▶ _Required work_
From the records below, find each line with the string "stream" and copy it.

-------- Extracted data

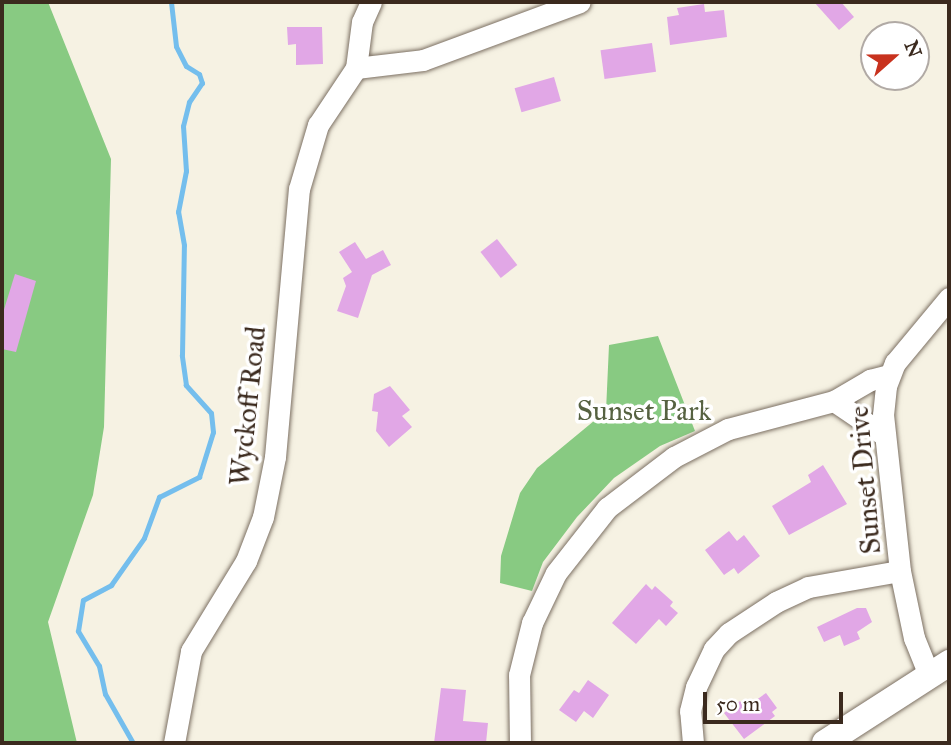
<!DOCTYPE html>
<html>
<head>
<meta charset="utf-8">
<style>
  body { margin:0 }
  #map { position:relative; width:951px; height:745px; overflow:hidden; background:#f6f2e3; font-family:"IM FELL Great Primer",serif }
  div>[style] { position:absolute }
  .green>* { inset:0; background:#88ca82 }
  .stream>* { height:5px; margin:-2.5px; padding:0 2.5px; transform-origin:2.5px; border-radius:2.5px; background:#74beed }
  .building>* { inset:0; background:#e1a7e6; transform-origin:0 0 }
  .roads { filter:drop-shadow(0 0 2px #7c7063) drop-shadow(0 0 2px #7c7063) }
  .minor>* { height:21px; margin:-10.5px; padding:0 10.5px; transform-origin:10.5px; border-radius:10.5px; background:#fff }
  .tertiary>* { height:26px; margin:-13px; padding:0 13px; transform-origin:13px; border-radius:13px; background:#fff }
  span { translate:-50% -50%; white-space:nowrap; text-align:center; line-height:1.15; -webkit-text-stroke:7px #fff; paint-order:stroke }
  .street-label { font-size:28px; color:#3b2a1e }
  .park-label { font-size:28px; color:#566241 }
  .frame { position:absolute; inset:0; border:4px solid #3b2a1e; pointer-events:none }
  .north { position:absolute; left:860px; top:21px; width:70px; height:70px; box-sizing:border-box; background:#fff; border:2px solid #b1aaa5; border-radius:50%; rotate:69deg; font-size:19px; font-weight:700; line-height:28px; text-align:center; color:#3b2a1e }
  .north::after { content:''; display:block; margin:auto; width:24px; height:32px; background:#c8321e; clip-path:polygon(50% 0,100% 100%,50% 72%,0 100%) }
  .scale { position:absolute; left:703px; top:692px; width:140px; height:32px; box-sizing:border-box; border:4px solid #3b2a1e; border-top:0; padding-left:9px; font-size:21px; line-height:24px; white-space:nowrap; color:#3b2a1e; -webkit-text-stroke:5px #fff; paint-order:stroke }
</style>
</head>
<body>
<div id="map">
  <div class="green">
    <div style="clip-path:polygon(2px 2px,48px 2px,111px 159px,104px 427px,93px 495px,48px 622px,77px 743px,2px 743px)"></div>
    <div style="clip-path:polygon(658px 336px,695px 431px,660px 446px,614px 478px,577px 517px,543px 562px,532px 591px,500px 583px,501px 556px,520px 493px,537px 468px,606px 411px,609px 345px)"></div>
  </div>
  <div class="stream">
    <div style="left:133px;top:743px;width:56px;rotate:-119.7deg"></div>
    <div style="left:105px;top:694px;width:29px;rotate:-102deg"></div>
    <div style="left:99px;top:666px;width:41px;rotate:-121deg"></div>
    <div style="left:78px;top:631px;width:31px;rotate:-81deg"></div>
    <div style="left:83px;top:600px;width:32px;rotate:-28deg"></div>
    <div style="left:111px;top:585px;width:57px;rotate:-54.9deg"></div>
    <div style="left:144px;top:538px;width:44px;rotate:-69.9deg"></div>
    <div style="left:159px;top:497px;width:45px;rotate:-26.6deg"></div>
    <div style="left:199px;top:477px;width:47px;rotate:-72.7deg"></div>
    <div style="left:213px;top:432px;width:19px;rotate:-96deg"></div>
    <div style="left:211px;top:413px;width:38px;rotate:-132deg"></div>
    <div style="left:186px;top:385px;width:30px;rotate:-98deg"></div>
    <div style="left:182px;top:355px;width:110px;rotate:-89deg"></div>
    <div style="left:184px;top:245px;width:34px;rotate:-100deg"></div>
    <div style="left:178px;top:212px;width:42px;rotate:-79deg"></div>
    <div style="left:186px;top:171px;width:45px;rotate:-93.8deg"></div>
    <div style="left:183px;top:126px;width:25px;rotate:-76deg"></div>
    <div style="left:189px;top:102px;width:23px;rotate:-56deg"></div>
    <div style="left:202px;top:83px;width:9px;rotate:-108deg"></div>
    <div style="left:199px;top:74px;width:15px;rotate:-148deg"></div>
    <div style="left:186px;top:66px;width:22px;rotate:-117deg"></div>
    <div style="left:176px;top:46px;width:44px;rotate:-96.5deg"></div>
  </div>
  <div class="building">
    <div style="clip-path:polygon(814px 2px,841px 2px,854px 17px,839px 30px)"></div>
    <div style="clip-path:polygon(704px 4px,705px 12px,724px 10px,727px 37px,670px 45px,667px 17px,679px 15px,677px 8px)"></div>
    <div style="clip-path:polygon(287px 27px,322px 27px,323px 64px,296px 65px,296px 44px,288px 45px)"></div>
    <div style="left:652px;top:43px;width:29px;height:52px;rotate:82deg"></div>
    <div style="left:554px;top:77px;width:25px;height:41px;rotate:74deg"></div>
    <div style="left:497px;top:239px;width:33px;height:21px;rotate:52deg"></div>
    <div style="clip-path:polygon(355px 242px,366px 259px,383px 250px,391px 265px,372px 275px,358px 318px,337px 311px,346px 286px,343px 278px,352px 272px,339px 252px)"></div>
    <div style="clip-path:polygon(15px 274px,36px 281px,16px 352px,2px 349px,2px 316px)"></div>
    <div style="clip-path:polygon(390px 386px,410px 410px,402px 416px,412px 427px,389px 447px,376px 431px,378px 412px,372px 411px,374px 394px)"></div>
    <div style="clip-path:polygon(823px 465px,847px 504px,789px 535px,772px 506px,811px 482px,808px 475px)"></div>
    <div style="clip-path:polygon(729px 531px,737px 541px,744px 535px,760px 556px,738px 574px,734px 568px,724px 575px,705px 550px)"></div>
    <div style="clip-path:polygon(646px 584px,652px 590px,655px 586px,673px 602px,670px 606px,678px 613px,666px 626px,659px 619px,636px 644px,612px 623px)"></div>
    <div style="clip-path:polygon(857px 608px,866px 608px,872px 622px,857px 632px,860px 639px,844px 646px,840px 635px,824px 642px,817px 627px)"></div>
    <div style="clip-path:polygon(588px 680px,609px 695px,593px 718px,584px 711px,576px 722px,559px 710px,574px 690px,579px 693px)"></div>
    <div style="clip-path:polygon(441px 688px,466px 690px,463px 721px,488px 723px,486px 743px,434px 743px)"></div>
    <div style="clip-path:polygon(766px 693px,777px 708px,772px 712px,775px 716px,744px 739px,724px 713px,740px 701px,745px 708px)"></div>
  </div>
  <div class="roads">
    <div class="minor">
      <div style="left:356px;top:68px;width:67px;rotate:-6.8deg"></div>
      <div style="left:423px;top:60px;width:167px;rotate:-20.3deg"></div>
      <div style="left:834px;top:401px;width:60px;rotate:34.2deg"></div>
      <div style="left:929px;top:675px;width:40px;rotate:-112deg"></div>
      <div style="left:914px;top:638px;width:68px;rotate:-101.8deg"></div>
      <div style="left:900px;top:571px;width:157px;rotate:-96.2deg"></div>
      <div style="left:883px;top:415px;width:29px;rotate:-84deg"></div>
      <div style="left:886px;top:386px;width:25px;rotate:-69deg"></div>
      <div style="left:895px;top:363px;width:85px;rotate:-50.3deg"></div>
      <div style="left:174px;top:743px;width:94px;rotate:-79.5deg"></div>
      <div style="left:191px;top:651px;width:105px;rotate:-58.6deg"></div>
      <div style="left:246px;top:561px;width:47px;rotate:-68.9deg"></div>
      <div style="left:263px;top:517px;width:61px;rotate:-78.7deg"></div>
      <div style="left:275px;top:457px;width:269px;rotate:-84.9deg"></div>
      <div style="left:299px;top:189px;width:67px;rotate:-73.5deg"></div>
      <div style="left:318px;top:125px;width:69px;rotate:-56.3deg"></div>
      <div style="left:356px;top:68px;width:46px;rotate:-82.6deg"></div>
      <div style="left:362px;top:22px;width:22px;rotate:-66deg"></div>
      <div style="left:520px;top:743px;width:68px;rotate:-90.8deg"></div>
      <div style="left:519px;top:675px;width:54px;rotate:-76deg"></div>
      <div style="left:532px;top:623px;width:55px;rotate:-64.4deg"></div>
      <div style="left:556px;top:573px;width:83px;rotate:-51.9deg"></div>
      <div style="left:607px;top:508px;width:84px;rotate:-37.3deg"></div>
      <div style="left:674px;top:457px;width:61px;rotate:-27.4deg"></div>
      <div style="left:728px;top:429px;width:110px;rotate:-14.8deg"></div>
      <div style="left:834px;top:401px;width:42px;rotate:-30.3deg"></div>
      <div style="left:870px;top:380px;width:20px;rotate:-15deg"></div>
      <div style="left:693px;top:743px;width:32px;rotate:-95deg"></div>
      <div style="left:690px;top:711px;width:25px;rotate:-76deg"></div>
      <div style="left:696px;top:687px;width:42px;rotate:-64.7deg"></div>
      <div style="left:714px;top:649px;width:22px;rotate:-47deg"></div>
      <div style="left:729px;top:633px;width:56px;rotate:-33.4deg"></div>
      <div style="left:776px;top:602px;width:35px;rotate:-25deg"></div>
      <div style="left:808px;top:587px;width:93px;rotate:-9.9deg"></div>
    </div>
    <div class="tertiary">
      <div style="left:825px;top:743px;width:148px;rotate:-32.8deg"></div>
    </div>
  </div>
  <div class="street-label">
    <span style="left:248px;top:406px;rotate:-84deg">Wyckoff Road</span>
    <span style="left:865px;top:480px;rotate:-95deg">Sunset Drive</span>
  </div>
  <div class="park-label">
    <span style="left:644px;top:411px">Sunset Park</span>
  </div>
  <div class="frame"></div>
  <div class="north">N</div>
  <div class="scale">50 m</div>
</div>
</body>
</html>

----------------

▶ _Result of the task_
  .stream>* { height:5px; margin:-2.5px; padding:0 2.5px; transform-origin:2.5px; border-radius:2.5px; background:#74beed }
  <div class="stream">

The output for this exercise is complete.